Will drove off the road, ten miles away from Arlington, and gripped the steering wheel tight. The vehicle shuddered while it moved over rough land and into a wooded area of deserted countryside. When he was satisfied he was far enough in, he stopped the car in a clearing. From the trunk, he removed two jerricans of spare fuel he’d stolen from Sheridan’s garage, doused the gasoline over the inside and outside of the vehicle, removed the car’s gas cap so its fuel tank was exposed, and tossed an ignited Zippo lighter onto the passenger seat.
He ran fast.
In part to get away from the burning vehicle in case it exploded.
But far more important, he needed to cover ten miles on foot to finish a journey that had started in Norway.
THIRTY-SIX
Although it was five minutes after midnight, Ed Parker had no thoughts of going upstairs to join his wife in bed. In less than two and a half hours, it would be noon in Afghanistan.
The time when Cobalt would be blown to pieces.
A defining moment in history.
The CIA director turned the TV off and rubbed his clammy face, feeling restless and impatient, willing time to move more quickly. A glass of milk, he decided, might calm him down. He went into the kitchen opened the large refrigerator door, withdrew a milk carton, shut the door, and dropped the carton.
Will Cochrane was standing before him.
His pistol held in two hands and pointing at Ed’s face.
Ed showed fear but also resignation. “Looks like you struck a deal with Marsha Gage. And in order for you to get her to agree to that, you must have told her the truth.”
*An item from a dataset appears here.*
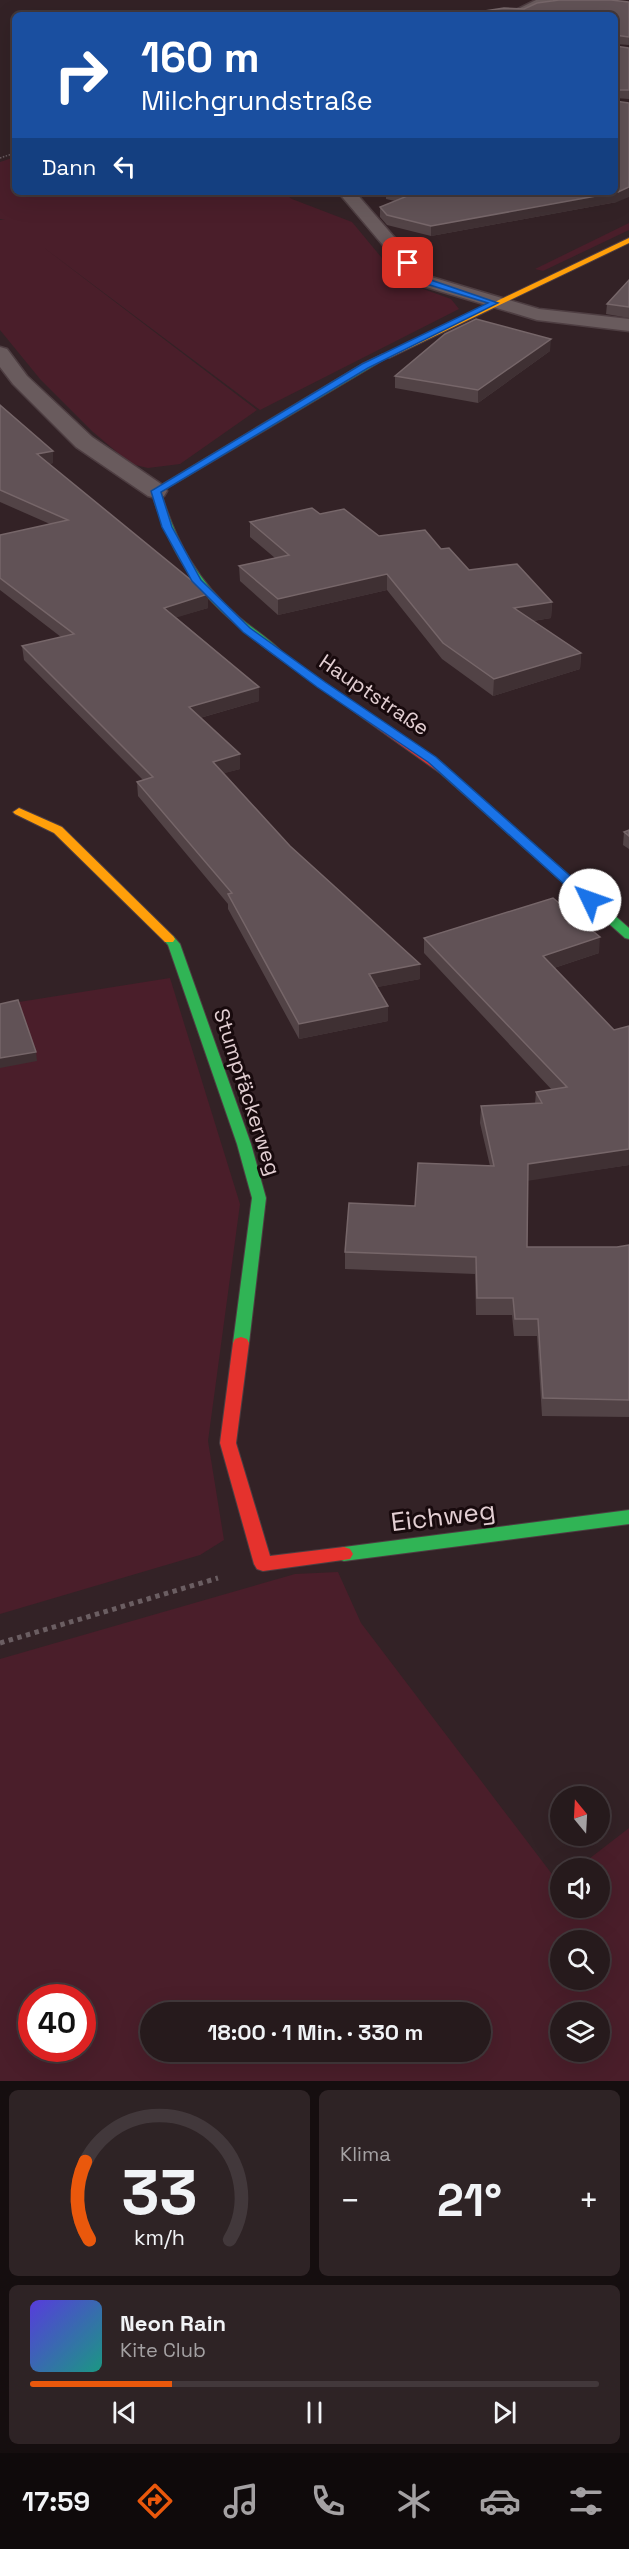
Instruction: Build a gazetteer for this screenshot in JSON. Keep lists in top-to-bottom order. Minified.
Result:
{"streets":{"street":["Hauptstraße","Stumpfäckerweg","Eichweg"]},"crossings":[["Stumpfäckerweg","Eichweg"]],"north":"top","page":{"turn":["160 m","Milchgrundstraße"],"then":"Dann","limit":"40","trip":"18:00 · 1 Min. · 330 m","tile":"Klima","heat":["−","21°","+"],"song":["Neon Rain","Kite Club"],"tabs":"17:59","gauge":["33","km/h"]}}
Will nodded. “Sit at the table and put your hands flat over it.”
Ed did as he was told. “My wife’s asleep upstairs. Please don’t let her see anything… bad.”
“I won’t kill you unless I have to.” Will stood on the opposite side of the table, keeping his gun trained on Ed. “You’re Ferryman. Antaeus’s spy. And your treachery is about to trigger something that will devastate the United States.”